Javier Maqua, entre el cine y la literatura
por José Luis Muñoz
Es tan conocido Javier Maqua (Madrid, 1945) en su faceta literaria como cinematográfica. Películas como Tú estás loco Briones, Chevrolet, Carne de gallina o Apuntarse a un bombardeo se alternan con novelas como Las condiciones objetivas, La mosca sin atributos, Invierno sin pretexto, Uso de razón, Padre e hija, Amor africano o Fusilamientos, instrucciones de uso, con las que ha obtenido el premio Café Gijón o el Ciudad de Badajoz, entre otros. Tampoco le ha hecho ascos este singular creador al teatro: Triste animal, La soledad del guardaespaldas, El cuerpo de Ignacio de Loyola, La venganza de la señorita Trévelez, Triple garganta, Coches abandonados y El hombre risa. Un hombre orquesta polivalente y con fama de francotirador irreverente.
La sombra, novela breve de 113 páginas, habla de los mejores años de su vida, o de nuestra vida para los lectores que se reconozcan generacionalmente con la época que recrea Javier Maqua. Reúne el escritor madrileño, buceando entre la ternura y el humor surreal, fotogramas del niño adolescente que fuimos y de los sueños que tenían lugar en las salas de cine, en donde todo era posible: los aventis de Juan Marsé.
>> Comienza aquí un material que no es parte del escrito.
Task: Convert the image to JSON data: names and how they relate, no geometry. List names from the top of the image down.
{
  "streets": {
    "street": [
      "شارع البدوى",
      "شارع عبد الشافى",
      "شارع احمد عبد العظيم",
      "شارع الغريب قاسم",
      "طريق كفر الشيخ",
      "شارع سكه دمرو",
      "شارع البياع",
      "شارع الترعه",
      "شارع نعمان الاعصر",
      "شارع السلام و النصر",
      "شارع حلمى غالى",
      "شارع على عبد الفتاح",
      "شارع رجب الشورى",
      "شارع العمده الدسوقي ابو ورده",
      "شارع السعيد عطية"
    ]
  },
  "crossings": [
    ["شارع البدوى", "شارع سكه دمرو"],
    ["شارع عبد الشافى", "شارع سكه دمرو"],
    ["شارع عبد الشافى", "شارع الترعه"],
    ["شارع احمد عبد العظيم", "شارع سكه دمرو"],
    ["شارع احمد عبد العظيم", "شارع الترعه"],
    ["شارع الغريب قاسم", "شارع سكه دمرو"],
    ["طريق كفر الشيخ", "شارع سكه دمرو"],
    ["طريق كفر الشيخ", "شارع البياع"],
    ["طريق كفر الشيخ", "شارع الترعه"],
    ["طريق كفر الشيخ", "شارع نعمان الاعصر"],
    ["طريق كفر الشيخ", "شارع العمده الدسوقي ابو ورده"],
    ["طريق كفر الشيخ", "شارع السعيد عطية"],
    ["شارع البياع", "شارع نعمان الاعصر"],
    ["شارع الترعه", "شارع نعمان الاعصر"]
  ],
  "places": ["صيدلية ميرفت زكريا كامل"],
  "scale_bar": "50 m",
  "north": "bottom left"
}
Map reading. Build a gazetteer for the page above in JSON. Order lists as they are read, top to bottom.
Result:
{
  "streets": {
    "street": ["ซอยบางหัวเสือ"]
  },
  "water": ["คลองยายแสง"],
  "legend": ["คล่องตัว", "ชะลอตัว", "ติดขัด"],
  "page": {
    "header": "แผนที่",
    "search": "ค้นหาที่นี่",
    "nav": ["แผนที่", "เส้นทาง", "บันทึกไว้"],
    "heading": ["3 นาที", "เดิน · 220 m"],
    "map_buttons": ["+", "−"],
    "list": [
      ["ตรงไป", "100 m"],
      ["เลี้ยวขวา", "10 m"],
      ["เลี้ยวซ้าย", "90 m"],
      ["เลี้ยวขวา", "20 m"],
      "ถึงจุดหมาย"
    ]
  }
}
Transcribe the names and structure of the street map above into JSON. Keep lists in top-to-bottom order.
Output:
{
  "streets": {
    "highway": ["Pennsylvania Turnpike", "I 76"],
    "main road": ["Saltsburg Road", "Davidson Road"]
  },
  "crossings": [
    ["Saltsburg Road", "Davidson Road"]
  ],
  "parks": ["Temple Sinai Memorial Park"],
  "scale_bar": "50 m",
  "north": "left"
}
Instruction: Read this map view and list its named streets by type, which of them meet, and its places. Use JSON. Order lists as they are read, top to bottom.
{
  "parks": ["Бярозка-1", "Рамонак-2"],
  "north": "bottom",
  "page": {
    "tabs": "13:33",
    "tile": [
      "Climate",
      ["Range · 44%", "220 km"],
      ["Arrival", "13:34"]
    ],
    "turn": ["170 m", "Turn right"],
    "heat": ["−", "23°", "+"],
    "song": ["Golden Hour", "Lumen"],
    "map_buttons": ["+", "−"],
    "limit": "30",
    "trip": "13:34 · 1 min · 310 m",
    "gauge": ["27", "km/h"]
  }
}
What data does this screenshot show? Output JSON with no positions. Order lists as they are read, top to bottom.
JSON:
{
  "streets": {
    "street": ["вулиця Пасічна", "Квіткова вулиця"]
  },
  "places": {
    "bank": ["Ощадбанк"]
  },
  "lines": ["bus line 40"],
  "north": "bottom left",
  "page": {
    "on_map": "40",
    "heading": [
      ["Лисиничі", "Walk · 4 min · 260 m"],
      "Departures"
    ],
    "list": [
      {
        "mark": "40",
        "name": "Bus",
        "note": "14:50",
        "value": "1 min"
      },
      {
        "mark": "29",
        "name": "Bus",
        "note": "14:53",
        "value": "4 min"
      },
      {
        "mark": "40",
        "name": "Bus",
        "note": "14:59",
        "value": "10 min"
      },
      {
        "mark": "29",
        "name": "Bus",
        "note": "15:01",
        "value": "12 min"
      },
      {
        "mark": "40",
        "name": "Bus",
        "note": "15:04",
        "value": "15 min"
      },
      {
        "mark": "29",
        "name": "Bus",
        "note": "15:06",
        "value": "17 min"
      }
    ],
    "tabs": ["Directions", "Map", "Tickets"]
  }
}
Así es que el cine, y la infancia en una España negra que sólo salía del blanco y negro en las pantallas de los cinematógrafos, presiden este libro impregnado de ternura, nostalgia y humor.
Pergeña el autor los recuerdos imborrables de la escuela, los retratos de esos compañeros de clase que tenían la mala fortuna de destacar negativamente. Tras las gafas, veía sus enormes ojos de buey degollado: San Benito Gómez al cuadrado, huérfano, gratuito, el tonto de la clase, injustamente humillado y ofendido por una fiera corrupia. Hay una cierta querencia por el surrealismo y lo hiperbólico, presentes en todo el libro, que lo recorren.
El cine está muy presente en la novela a través de las incidencias del rodaje de 55 días en Pekín, del que forman parte como extras los protagonistas de La sombra. Un autocar nos llevaba desde la Moncloa hasta las puertas de la Ciudad Prohibida. Pasábamos numerosos controles—vestuario, maquillaje, atrezo—antes de convertirnos en chinos; controles, que, si al principio nos divertían, pronto se hicieron tediosos. Y la cinefilia, muy crítica con esa impersonal película de Nicholas Ray. “Ni huella del maestro” sentenció Álvaro.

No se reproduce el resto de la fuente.